21. How does Laravel Sanctum work for SPA authentication?

Sanctum issues CSRF-cookie-based session auth for same-domain SPAs and token-based auth for mobile/third-party clients.

// SPA — CSRF cookie (no tokens)
// 1. GET /sanctum/csrf-cookie to set XSRF-TOKEN cookie
// 2. Login via POST /login — sets session cookie
// 3. All subsequent requests use cookies automatically

// Token-based (mobile/API clients)
$token = $user->createToken('mobile')->plainTextToken;
// Client sends: Authorization: Bearer {token}

// Scopes
$token = $user->createToken('mobile', ['read:posts', 'write:posts'])->plainTextToken;

$user->tokens()->where('id', $id)->delete(); // revoke specific token
$user->tokens()->delete();                   // revoke all

API Development

22. What are API Resources?

API Resources transform Eloquent models into JSON — a presentation layer between your models and API responses.

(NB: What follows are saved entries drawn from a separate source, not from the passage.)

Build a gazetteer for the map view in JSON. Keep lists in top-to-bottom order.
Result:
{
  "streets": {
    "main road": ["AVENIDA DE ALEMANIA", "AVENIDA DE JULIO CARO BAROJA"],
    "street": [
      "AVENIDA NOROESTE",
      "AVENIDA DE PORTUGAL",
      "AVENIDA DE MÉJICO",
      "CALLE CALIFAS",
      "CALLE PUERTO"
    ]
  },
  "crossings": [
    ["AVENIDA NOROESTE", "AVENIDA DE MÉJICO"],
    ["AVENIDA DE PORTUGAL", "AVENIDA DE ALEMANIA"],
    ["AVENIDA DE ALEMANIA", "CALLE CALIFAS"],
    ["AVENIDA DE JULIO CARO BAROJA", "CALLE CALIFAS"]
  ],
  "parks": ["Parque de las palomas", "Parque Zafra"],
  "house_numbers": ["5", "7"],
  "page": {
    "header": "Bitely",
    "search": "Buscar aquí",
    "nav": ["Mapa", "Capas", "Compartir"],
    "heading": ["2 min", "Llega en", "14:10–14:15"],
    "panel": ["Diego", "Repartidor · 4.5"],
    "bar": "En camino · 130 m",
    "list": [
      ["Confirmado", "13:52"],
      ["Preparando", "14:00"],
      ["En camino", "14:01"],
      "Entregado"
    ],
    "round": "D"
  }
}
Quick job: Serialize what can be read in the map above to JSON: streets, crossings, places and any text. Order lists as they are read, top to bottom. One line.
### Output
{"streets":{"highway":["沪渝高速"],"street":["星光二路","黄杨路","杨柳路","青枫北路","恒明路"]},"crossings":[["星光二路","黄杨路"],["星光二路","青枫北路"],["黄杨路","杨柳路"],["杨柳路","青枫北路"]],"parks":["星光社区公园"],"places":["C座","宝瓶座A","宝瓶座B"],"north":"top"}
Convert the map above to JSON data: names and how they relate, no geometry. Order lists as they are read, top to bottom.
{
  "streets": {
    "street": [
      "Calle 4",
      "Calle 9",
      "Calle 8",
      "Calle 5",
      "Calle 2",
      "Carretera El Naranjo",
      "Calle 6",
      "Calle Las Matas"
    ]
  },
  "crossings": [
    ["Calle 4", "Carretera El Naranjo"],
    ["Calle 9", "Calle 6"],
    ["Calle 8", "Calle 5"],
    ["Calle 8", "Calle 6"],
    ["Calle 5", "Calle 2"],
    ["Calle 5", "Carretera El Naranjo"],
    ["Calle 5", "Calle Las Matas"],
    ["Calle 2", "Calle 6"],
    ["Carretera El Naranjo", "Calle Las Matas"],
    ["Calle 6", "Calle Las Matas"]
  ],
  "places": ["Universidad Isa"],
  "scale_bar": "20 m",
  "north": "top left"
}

// php artisan make:resource UserResource
class UserResource extends JsonResource
{
    public function toArray(Request $request): array
    {
        return [
            'id'         => $this->id,
            'name'       => $this->name,
            'email'      => $this->email,
            'role'       => $this->whenLoaded('role', fn () => $this->role->name),
            'created_at' => $this->created_at->toISOString(),
            'links'      => [
                'self' => route('users.show', $this->id),
            ],
        ];
    }
}

// Usage
return new UserResource($user);
return UserResource::collection(User::paginate(20));
// Resource collection with meta
class UserCollection extends ResourceCollection
{
    public function toArray(Request $request): array
    {
        return [
            'data' => $this->collection,
            'meta' => ['total_active' => User::where('active', true)->count()],
        ];
    }
}

23. How do you implement rate limiting?

// config/routes — named rate limiter
RateLimiter::for('api', function (Request $request) {
    return $request->user()
        ? Limit::perMinute(60)->by($request->user()->id)
        : Limit::perMinute(10)->by($request->ip());
});

// Apply to route group
Route::middleware(['auth:sanctum', 'throttle:api'])->group(...);

// Custom per-route limit
Route::post('/login', LoginController::class)
    ->middleware('throttle:5,1');  // 5 per minute

// Multiple limits
RateLimiter::for('uploads', function (Request $request) {
    return [
        Limit::perMinute(3),
        Limit::perDay(100)->by($request->user()->id),
    ];
});

24. How do you version a Laravel API?

URL versioning (most common):

Route::prefix('v1')->name('v1.')->group(base_path('routes/v1.php'));
Route::prefix('v2')->name('v2.')->group(base_path('routes/v2.php'));

Header versioning:

Route::middleware('api.version:v2')->group(function () { ... });

Structure approach:

app/Http/Controllers/
    Api/
        V1/UserController.php
        V2/UserController.php

Queues & Jobs

25. How do you create and dispatch a job?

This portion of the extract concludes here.